- **Action item**
Return every line of the records that includes the string "radius".

- **Data extracts**
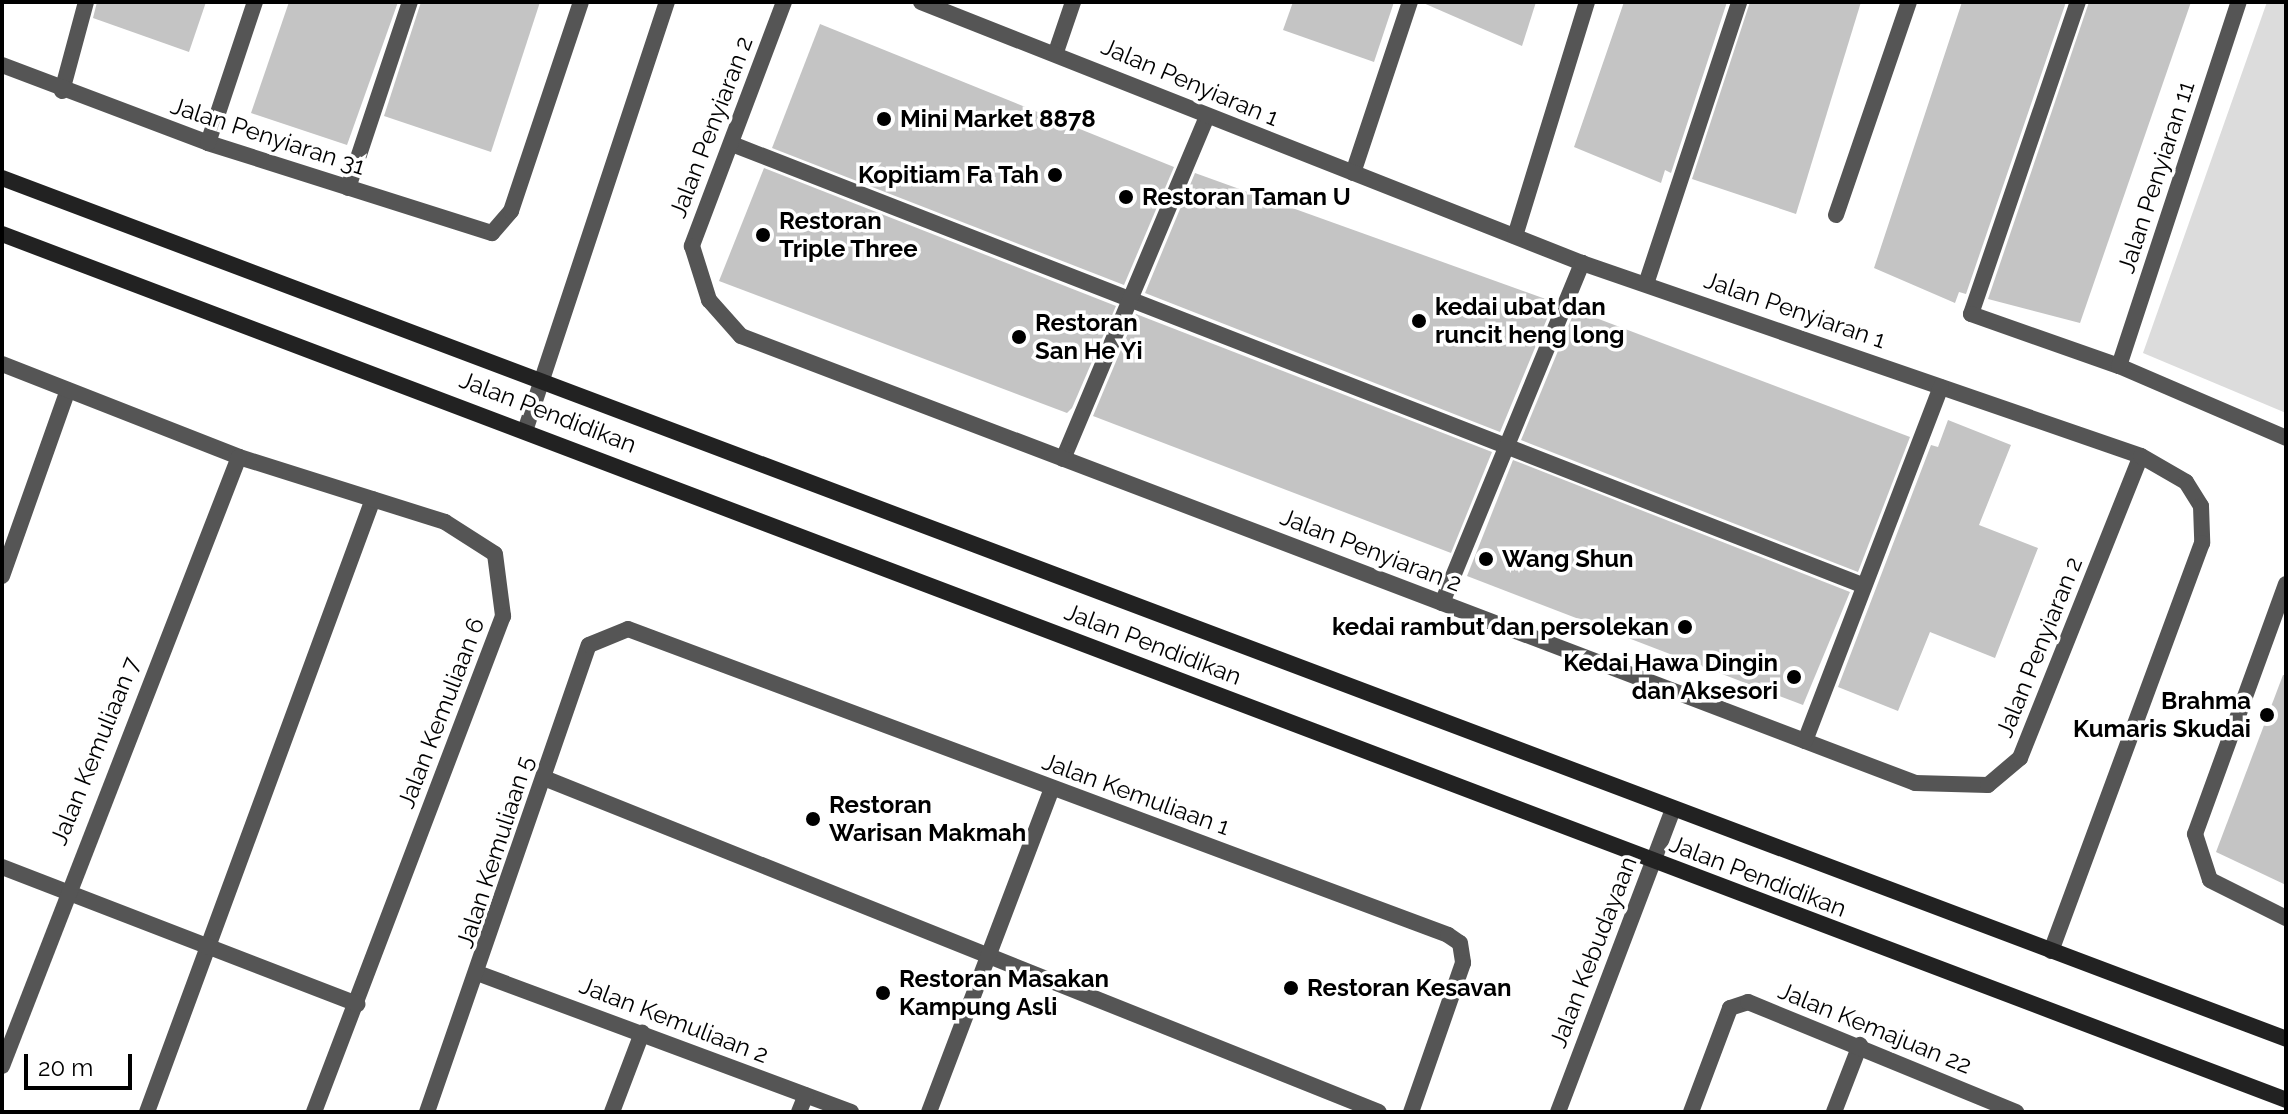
<!DOCTYPE html>
<html>
<head>
<meta charset="utf-8">
<style>
  body { margin:0 }
  #map { position:relative; width:2288px; height:1114px; overflow:hidden; background:#fff; font-family:Raleway,sans-serif }
  div>[style] { position:absolute }
  .green>* { inset:0; background:#dcdcdc }
  .building>* { inset:0; background:#c4c4c4 }
  .service>* { height:16px; margin:-8px; padding:0 8px; transform-origin:8px; border-radius:8px; background:#555 }
  .minor>* { height:16px; margin:-8px; padding:0 8px; transform-origin:8px; border-radius:8px; background:#555 }
  .tertiary>* { height:16px; margin:-8px; padding:0 8px; transform-origin:8px; border-radius:8px; background:#555 }
  .secondary>* { height:16px; margin:-8px; padding:0 8px; transform-origin:8px; border-radius:8px; background:#222 }
  .dots>* { width:22px; height:22px; translate:-50% -50%; box-sizing:border-box; border:4px solid #fff; border-radius:50% }
  span { translate:-50% -50%; white-space:nowrap; text-align:center; line-height:1.15; -webkit-text-stroke:7px #fff; paint-order:stroke }
  .street-label { font-size:24px; color:#000 }
  .poi-label { font-size:24px; color:#000; font-weight:700 }
  .left { translate:0 -50%; text-align:left }
  .right { translate:-100% -50%; text-align:right }
  .frame { position:absolute; inset:0; border:4px solid #000; pointer-events:none }
  .scale { position:absolute; left:24px; top:1054px; width:108px; height:36px; box-sizing:border-box; border:4px solid #000; border-top:0; padding-left:10px; font-size:24px; line-height:28px; white-space:nowrap; color:#000; -webkit-text-stroke:6px #fff; paint-order:stroke }
</style>
</head>
<body>
<div id="map">
  <div class="green">
    <div style="clip-path:polygon(2267px 2px,2286px 2px,2286px 413px,2143px 353px)"></div>
  </div>
  <div class="building">
    <div style="clip-path:polygon(97px 2px,206px 2px,189px 52px,93px 18px)"></div>
    <div style="clip-path:polygon(289px 2px,398px 2px,347px 145px,251px 113px)"></div>
    <div style="clip-path:polygon(421px 2px,540px 2px,491px 152px,384px 116px)"></div>
    <div style="clip-path:polygon(1293px 2px,1394px 2px,1374px 62px,1283px 30px)"></div>
    <div style="clip-path:polygon(1421px 2px,1536px 2px,1522px 46px)"></div>
    <div style="clip-path:polygon(1624px 2px,1727px 2px,1671px 173px,1665px 170px,1661px 183px,1574px 147px)"></div>
    <div style="clip-path:polygon(1750px 2px,1861px 2px,1796px 214px,1692px 179px)"></div>
    <div style="clip-path:polygon(1962px 2px,2066px 2px,1966px 294px,1959px 292px,1955px 303px,1874px 268px)"></div>
    <div style="clip-path:polygon(2089px 2px,2191px 2px,2080px 323px,1988px 299px)"></div>
    <div style="clip-path:polygon(820px 24px,1174px 167px,1124px 285px,772px 148px)"></div>
    <div style="clip-path:polygon(764px 168px,1116px 306px,1072px 408px,1067px 413px,719px 281px)"></div>
    <div style="clip-path:polygon(1195px 173px,1554px 302px,1500px 432px,1145px 293px)"></div>
    <div style="clip-path:polygon(1575px 310px,1910px 437px,1858px 572px,1521px 440px)"></div>
    <div style="clip-path:polygon(1136px 314px,1492px 452px,1451px 553px,1093px 416px)"></div>
    <div style="clip-path:polygon(1948px 420px,2011px 445px,1979px 525px,2038px 548px,1995px 658px,1930px 632px,1898px 711px,1838px 687px,1931px 445px,1938px 447px)"></div>
    <div style="clip-path:polygon(1513px 460px,1850px 592px,1803px 705px,1467px 576px)"></div>
    <div style="clip-path:polygon(2283px 675px,2286px 675px,2286px 885px,2216px 852px)"></div>
  </div>
  <div class="service">
    <div style="left:1056px;top:52px;width:53px;rotate:-71.2deg"></div>
    <div style="left:62px;top:91px;width:92px;rotate:-74.9deg"></div>
    <div style="left:732px;top:144px;width:1213px;rotate:21.32deg"></div>
    <div style="left:1353px;top:173px;width:180px;rotate:-71.6deg"></div>
    <div style="left:348px;top:188px;width:196px;rotate:-71.6deg"></div>
    <div style="left:1646px;top:284px;width:297px;rotate:-71.7deg"></div>
    <div style="left:1971px;top:314px;width:330px;rotate:-71.1deg"></div>
    <div style="left:1063px;top:459px;width:371px;rotate:-67.2deg"></div>
    <div style="left:2px;top:576px;width:197px;rotate:-70.5deg"></div>
    <div style="left:1442px;top:603px;width:368px;rotate:-67.6deg"></div>
    <div style="left:544px;top:778px;width:899px;rotate:21.8deg"></div>
    <div style="left:147px;top:1112px;width:653px;rotate:-69.76deg"></div>
    <div style="left:612px;top:1112px;width:85px;rotate:-69.2deg"></div>
    <div style="left:929px;top:1112px;width:346px;rotate:-69.2deg"></div>
    <div style="left:1834px;top:1112px;width:72px;rotate:-68.8deg"></div>
  </div>
  <div class="minor">
    <div style="left:784px;top:2px;width:261px;rotate:110.7deg"></div>
    <div style="left:692px;top:246px;width:57px;rotate:72.5deg"></div>
    <div style="left:709px;top:300px;width:48px;rotate:48.4deg"></div>
    <div style="left:741px;top:336px;width:1256px;rotate:20.84deg"></div>
    <div style="left:1915px;top:783px;width:73px;rotate:1.6deg"></div>
    <div style="left:1988px;top:785px;width:42px;rotate:-40.2deg"></div>
    <div style="left:2020px;top:758px;width:325px;rotate:-68.2deg"></div>
    <div style="left:921px;top:2px;width:711px;rotate:21.55deg"></div>
    <div style="left:1582px;top:263px;width:591px;rotate:19.05deg"></div>
    <div style="left:2141px;top:456px;width:52px;rotate:30deg"></div>
    <div style="left:2186px;top:482px;width:28px;rotate:58deg"></div>
    <div style="left:2201px;top:506px;width:37px;rotate:88deg"></div>
    <div style="left:2202px;top:543px;width:435px;rotate:110.3deg"></div>
    <div style="left:2px;top:65px;width:220px;rotate:20.7deg"></div>
    <div style="left:208px;top:143px;width:298px;rotate:17.6deg"></div>
    <div style="left:492px;top:233px;width:29px;rotate:-49deg"></div>
    <div style="left:511px;top:211px;width:220px;rotate:-71.5deg"></div>
    <div style="left:208px;top:143px;width:149px;rotate:-71.6deg"></div>
    <div style="left:1836px;top:215px;width:225px;rotate:-71.1deg"></div>
    <div style="left:1515px;top:236px;width:245px;rotate:-72.9deg"></div>
    <div style="left:1971px;top:314px;width:157px;rotate:19.4deg"></div>
    <div style="left:2119px;top:366px;width:182px;rotate:23.3deg"></div>
    <div style="left:2px;top:364px;width:255px;rotate:21.4deg"></div>
    <div style="left:239px;top:457px;width:216px;rotate:17.5deg"></div>
    <div style="left:445px;top:522px;width:59px;rotate:32.6deg"></div>
    <div style="left:495px;top:554px;width:63px;rotate:82.6deg"></div>
    <div style="left:503px;top:616px;width:531px;rotate:110.86deg"></div>
    <div style="left:2119px;top:366px;width:383px;rotate:-71.8deg"></div>
    <div style="left:526px;top:428px;width:449px;rotate:-71.7deg"></div>
    <div style="left:2286px;top:584px;width:266px;rotate:110deg"></div>
    <div style="left:2195px;top:834px;width:48px;rotate:71.9deg"></div>
    <div style="left:2210px;top:880px;width:85px;rotate:26.6deg"></div>
    <div style="left:1805px;top:741px;width:379px;rotate:-69deg"></div>
    <div style="left:2px;top:867px;width:381px;rotate:21.1deg"></div>
    <div style="left:480px;top:974px;width:396px;rotate:20.4deg"></div>
    <div style="left:2px;top:1066px;width:653px;rotate:-68.74deg"></div>
    <div style="left:427px;top:1112px;width:494px;rotate:-70.9deg"></div>
    <div style="left:589px;top:645px;width:42px;rotate:-22.3deg"></div>
    <div style="left:628px;top:629px;width:875px;rotate:20.46deg"></div>
    <div style="left:1448px;top:935px;width:14px;rotate:34deg"></div>
    <div style="left:1460px;top:943px;width:20px;rotate:81deg"></div>
    <div style="left:1463px;top:963px;width:158px;rotate:109.2deg"></div>
    <div style="left:799px;top:1112px;width:18px;rotate:-68deg"></div>
    <div style="left:1691px;top:1112px;width:111px;rotate:-69.4deg"></div>
    <div style="left:1730px;top:1008px;width:19px;rotate:-18deg"></div>
    <div style="left:1748px;top:1002px;width:290px;rotate:22.3deg"></div>
  </div>
  <div class="tertiary">
    <div style="left:1558px;top:1112px;width:324px;rotate:-69.2deg"></div>
  </div>
  <div class="secondary">
    <div style="left:2px;top:178px;width:2441px;rotate:20.65deg"></div>
    <div style="left:2px;top:234px;width:2443px;rotate:20.76deg"></div>
  </div>
  <div class="dots">
    <div style="left:884px;top:119px;background:#000"></div>
    <div style="left:1055px;top:175px;background:#000"></div>
    <div style="left:1126px;top:197px;background:#000"></div>
    <div style="left:763px;top:235px;background:#000"></div>
    <div style="left:1419px;top:321px;background:#000"></div>
    <div style="left:1019px;top:337px;background:#000"></div>
    <div style="left:1486px;top:559px;background:#000"></div>
    <div style="left:1685px;top:627px;background:#000"></div>
    <div style="left:1794px;top:677px;background:#000"></div>
    <div style="left:2267px;top:715px;background:#000"></div>
    <div style="left:813px;top:819px;background:#000"></div>
    <div style="left:1291px;top:988px;background:#000"></div>
    <div style="left:883px;top:993px;background:#000"></div>
  </div>
  <div class="street-label">
    <span style="left:1190px;top:82px;rotate:23deg">Jalan Penyiaran 1</span>
    <span style="left:711px;top:127px;rotate:-69deg">Jalan Penyiaran 2</span>
    <span style="left:268px;top:136px;rotate:18deg">Jalan Penyiaran 31</span>
    <span style="left:2156px;top:177px;rotate:-72deg">Jalan Penyiaran 11</span>
    <span style="left:1795px;top:310px;rotate:19deg">Jalan Penyiaran 1</span>
    <span style="left:548px;top:412px;rotate:21deg">Jalan Pendidikan</span>
    <span style="left:1371px;top:550px;rotate:21deg">Jalan Penyiaran 2</span>
    <span style="left:1153px;top:644px;rotate:21deg">Jalan Pendidikan</span>
    <span style="left:2039px;top:647px;rotate:-68deg">Jalan Penyiaran 2</span>
    <span style="left:441px;top:713px;rotate:-69deg">Jalan Kemuliaan 6</span>
    <span style="left:95px;top:751px;rotate:-68deg">Jalan Kemuliaan 7</span>
    <span style="left:1136px;top:794px;rotate:20deg">Jalan Kemuliaan 1</span>
    <span style="left:495px;top:852px;rotate:-72deg">Jalan Kemuliaan 5</span>
    <span style="left:1758px;top:876px;rotate:21deg">Jalan Pendidikan</span>
    <span style="left:1593px;top:952px;rotate:-69deg">Jalan Kebudayaan</span>
    <span style="left:674px;top:1020px;rotate:21deg">Jalan Kemuliaan 2</span>
    <span style="left:1875px;top:1028px;rotate:22deg">Jalan Kemajuan 22</span>
  </div>
  <div class="poi-label">
    <span class="left" style="left:900px;top:119px">Mini Market 8878</span>
    <span class="right" style="left:1039px;top:175px">Kopitiam Fa Tah</span>
    <span class="left" style="left:1142px;top:197px">Restoran Taman U</span>
    <span class="left" style="left:779px;top:235px">Restoran<br>Triple Three</span>
    <span class="left" style="left:1435px;top:321px">kedai ubat dan<br>runcit heng long</span>
    <span class="left" style="left:1035px;top:337px">Restoran<br>San He Yi</span>
    <span class="left" style="left:1502px;top:559px">Wang Shun</span>
    <span class="right" style="left:1669px;top:627px">kedai rambut dan persolekan</span>
    <span class="right" style="left:1778px;top:677px">Kedai Hawa Dingin<br>dan Aksesori</span>
    <span class="right" style="left:2251px;top:715px">Brahma<br>Kumaris Skudai</span>
    <span class="left" style="left:829px;top:819px">Restoran<br>Warisan Makmah</span>
    <span class="left" style="left:899px;top:993px">Restoran Masakan<br>Kampung Asli</span>
    <span class="left" style="left:1307px;top:988px">Restoran Kesavan</span>
  </div>
  <div class="frame"></div>
  <div class="scale">20 m</div>
</div>
</body>
</html>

- **Output**
  .service>* { height:16px; margin:-8px; padding:0 8px; transform-origin:8px; border-radius:8px; background:#555 }
  .minor>* { height:16px; margin:-8px; padding:0 8px; transform-origin:8px; border-radius:8px; background:#555 }
  .tertiary>* { height:16px; margin:-8px; padding:0 8px; transform-origin:8px; border-radius:8px; background:#555 }
  .secondary>* { height:16px; margin:-8px; padding:0 8px; transform-origin:8px; border-radius:8px; background:#222 }
  .dots>* { width:22px; height:22px; translate:-50% -50%; box-sizing:border-box; border:4px solid #fff; border-radius:50% }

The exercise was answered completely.